Within the data below, copy each line where the string "linecap" is found.

(Extracted records)
--- START ---

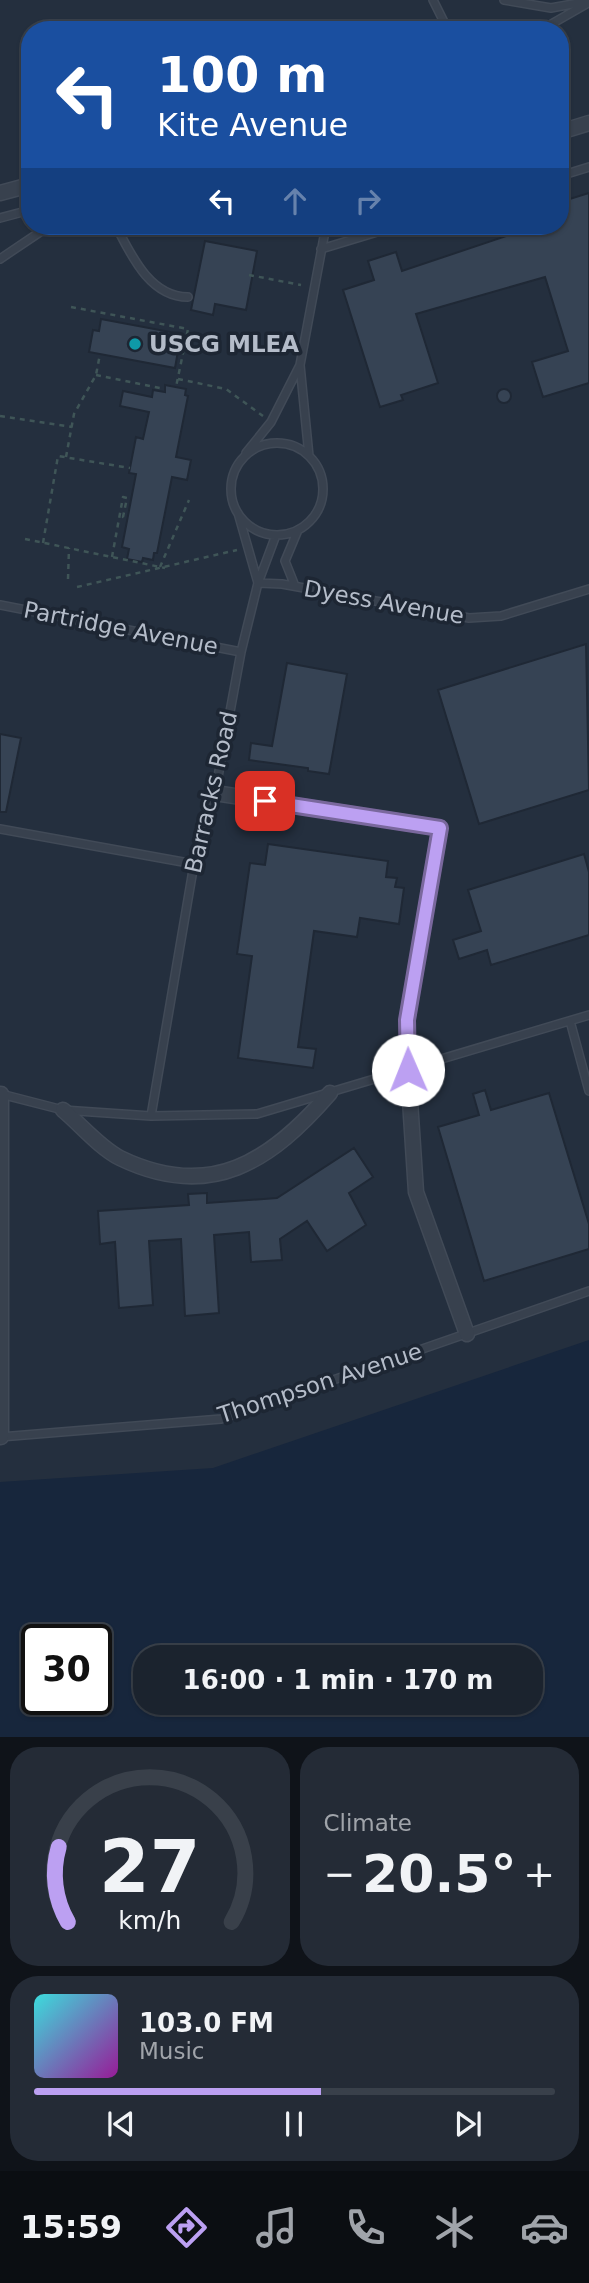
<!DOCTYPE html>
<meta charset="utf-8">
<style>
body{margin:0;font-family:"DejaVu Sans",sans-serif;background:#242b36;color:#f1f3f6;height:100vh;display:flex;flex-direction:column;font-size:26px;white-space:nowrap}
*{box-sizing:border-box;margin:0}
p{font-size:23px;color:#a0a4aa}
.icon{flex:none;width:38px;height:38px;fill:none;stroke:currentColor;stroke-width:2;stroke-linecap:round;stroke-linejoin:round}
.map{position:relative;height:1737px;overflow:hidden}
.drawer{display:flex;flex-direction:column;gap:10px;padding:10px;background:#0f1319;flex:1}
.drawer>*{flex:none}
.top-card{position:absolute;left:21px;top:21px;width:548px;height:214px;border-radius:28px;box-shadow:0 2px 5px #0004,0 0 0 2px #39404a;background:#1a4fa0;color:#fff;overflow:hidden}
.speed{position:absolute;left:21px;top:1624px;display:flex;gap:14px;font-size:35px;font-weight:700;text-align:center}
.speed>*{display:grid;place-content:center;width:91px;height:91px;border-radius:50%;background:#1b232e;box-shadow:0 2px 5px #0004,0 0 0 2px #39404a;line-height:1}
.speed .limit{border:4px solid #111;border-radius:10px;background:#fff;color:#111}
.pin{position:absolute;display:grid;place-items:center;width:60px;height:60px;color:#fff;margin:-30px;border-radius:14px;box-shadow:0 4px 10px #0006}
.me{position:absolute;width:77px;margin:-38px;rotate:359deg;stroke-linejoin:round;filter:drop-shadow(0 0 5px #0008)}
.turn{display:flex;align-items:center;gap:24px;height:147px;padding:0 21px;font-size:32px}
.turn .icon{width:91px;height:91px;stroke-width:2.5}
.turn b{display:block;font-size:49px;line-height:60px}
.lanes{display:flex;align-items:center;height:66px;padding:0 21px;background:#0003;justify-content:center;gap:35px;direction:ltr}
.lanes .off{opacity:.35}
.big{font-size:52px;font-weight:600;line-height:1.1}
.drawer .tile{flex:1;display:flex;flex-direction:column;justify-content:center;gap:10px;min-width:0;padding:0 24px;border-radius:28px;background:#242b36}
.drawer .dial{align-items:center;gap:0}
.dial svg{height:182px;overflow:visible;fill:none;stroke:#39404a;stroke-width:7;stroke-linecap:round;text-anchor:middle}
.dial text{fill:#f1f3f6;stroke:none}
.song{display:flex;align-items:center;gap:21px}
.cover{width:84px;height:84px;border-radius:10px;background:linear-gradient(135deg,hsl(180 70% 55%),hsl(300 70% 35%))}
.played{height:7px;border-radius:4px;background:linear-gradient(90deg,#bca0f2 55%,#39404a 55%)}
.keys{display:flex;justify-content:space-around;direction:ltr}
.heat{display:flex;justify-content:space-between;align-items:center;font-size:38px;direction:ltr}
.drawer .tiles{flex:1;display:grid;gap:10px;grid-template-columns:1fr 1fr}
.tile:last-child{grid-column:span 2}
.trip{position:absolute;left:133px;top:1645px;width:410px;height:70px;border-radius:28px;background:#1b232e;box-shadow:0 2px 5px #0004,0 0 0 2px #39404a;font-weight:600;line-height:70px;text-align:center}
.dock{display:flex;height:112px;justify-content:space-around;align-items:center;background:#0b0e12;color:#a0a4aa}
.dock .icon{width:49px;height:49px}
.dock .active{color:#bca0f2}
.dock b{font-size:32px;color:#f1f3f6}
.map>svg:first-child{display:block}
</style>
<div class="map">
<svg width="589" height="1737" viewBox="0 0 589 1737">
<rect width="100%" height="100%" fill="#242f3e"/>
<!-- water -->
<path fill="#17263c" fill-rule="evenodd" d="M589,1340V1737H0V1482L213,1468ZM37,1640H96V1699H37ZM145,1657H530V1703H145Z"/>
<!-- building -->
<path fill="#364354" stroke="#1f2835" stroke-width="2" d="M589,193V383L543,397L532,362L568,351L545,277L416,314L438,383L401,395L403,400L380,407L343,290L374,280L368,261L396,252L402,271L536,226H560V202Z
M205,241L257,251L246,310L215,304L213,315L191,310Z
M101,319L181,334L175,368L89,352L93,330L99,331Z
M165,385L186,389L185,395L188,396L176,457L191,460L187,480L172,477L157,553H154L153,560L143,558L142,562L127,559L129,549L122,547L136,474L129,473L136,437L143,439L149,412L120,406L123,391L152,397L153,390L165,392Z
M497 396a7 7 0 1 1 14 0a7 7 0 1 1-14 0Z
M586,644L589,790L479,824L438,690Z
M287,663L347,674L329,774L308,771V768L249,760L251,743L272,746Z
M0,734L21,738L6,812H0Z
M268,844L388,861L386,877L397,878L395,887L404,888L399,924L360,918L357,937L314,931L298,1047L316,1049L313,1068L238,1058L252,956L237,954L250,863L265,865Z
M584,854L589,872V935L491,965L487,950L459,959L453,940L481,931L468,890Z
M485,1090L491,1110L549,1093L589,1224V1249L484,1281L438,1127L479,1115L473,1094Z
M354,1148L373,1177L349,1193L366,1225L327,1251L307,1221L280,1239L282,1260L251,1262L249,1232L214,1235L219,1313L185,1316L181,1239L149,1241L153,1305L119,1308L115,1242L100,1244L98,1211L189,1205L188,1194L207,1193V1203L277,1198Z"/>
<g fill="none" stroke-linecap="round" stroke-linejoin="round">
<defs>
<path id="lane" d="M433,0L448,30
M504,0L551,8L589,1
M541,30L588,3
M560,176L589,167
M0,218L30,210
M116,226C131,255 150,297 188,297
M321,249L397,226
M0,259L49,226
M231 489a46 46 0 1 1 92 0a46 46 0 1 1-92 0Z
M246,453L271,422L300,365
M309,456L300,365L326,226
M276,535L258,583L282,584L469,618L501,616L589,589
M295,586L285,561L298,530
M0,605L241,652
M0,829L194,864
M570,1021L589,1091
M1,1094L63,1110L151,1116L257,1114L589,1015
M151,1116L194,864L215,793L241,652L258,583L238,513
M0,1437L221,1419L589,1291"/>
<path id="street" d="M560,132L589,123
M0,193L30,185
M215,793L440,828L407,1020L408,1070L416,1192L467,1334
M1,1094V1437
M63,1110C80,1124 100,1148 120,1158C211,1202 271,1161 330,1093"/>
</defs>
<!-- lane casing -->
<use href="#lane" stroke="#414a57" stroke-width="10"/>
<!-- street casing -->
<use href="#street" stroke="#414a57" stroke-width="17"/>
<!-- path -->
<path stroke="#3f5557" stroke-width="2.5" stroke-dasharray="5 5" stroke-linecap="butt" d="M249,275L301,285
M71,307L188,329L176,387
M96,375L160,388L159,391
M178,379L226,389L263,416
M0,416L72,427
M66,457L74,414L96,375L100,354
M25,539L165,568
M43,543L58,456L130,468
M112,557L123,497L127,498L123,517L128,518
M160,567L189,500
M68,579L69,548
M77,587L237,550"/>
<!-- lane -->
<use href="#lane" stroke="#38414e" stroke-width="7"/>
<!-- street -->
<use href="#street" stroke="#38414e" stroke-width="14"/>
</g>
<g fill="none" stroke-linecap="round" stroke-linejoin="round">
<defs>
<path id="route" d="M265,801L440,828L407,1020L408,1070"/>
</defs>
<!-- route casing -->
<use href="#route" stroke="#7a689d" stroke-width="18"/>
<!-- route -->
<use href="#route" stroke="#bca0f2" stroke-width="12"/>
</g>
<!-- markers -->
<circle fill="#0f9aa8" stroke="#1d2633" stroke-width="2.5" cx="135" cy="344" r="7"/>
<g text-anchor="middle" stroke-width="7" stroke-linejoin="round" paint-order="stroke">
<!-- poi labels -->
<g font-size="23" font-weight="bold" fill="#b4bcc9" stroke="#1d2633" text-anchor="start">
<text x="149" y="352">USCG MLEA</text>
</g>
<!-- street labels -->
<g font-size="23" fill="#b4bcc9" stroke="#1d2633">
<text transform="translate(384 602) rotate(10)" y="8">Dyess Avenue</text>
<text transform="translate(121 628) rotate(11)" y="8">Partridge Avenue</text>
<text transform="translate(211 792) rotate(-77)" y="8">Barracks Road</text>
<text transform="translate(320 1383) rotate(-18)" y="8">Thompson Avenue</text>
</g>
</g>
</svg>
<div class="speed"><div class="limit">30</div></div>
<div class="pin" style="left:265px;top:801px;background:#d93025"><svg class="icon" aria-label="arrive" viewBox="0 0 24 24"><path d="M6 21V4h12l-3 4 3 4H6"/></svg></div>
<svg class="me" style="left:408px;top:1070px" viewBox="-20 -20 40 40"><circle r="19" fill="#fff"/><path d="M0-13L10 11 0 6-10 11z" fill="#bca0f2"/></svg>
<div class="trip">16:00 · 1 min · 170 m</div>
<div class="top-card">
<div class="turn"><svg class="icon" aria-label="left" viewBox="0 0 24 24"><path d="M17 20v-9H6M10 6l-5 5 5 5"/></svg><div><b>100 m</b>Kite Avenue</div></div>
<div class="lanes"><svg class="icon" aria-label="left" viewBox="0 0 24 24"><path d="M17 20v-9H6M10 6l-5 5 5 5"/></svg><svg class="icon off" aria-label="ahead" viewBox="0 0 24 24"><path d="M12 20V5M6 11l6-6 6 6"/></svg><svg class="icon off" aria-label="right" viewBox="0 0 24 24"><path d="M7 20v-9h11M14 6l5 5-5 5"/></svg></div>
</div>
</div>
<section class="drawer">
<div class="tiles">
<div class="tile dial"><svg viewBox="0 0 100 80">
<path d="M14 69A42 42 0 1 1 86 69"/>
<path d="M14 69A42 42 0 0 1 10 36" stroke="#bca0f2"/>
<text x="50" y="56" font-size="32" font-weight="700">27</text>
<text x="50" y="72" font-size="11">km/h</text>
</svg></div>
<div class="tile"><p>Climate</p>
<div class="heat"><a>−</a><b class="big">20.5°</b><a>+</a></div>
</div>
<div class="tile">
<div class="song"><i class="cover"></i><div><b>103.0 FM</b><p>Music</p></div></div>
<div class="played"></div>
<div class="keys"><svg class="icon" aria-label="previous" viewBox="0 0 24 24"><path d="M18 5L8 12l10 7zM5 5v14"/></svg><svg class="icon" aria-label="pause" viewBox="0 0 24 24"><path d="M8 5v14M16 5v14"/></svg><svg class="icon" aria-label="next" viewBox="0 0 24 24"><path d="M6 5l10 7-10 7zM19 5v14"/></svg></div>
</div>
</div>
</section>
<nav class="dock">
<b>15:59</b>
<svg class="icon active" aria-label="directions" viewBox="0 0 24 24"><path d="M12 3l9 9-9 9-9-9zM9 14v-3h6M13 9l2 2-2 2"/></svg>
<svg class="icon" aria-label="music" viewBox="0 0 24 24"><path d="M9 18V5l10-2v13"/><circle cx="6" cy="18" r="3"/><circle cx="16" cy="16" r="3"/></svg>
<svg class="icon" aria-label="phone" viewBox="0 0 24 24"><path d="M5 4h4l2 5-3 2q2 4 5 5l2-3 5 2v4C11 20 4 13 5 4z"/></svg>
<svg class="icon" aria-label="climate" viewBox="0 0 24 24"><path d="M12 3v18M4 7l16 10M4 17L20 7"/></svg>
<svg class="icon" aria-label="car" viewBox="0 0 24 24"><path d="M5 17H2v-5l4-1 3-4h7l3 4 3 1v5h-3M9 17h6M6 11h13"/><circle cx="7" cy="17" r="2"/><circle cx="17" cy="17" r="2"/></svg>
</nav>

--- END ---

Response to the task:
.icon{flex:none;width:38px;height:38px;fill:none;stroke:currentColor;stroke-width:2;stroke-linecap:round;stroke-linejoin:round}
.dial svg{height:182px;overflow:visible;fill:none;stroke:#39404a;stroke-width:7;stroke-linecap:round;text-anchor:middle}
<g fill="none" stroke-linecap="round" stroke-linejoin="round">
<path stroke="#3f5557" stroke-width="2.5" stroke-dasharray="5 5" stroke-linecap="butt" d="M249,275L301,285
<g fill="none" stroke-linecap="round" stroke-linejoin="round">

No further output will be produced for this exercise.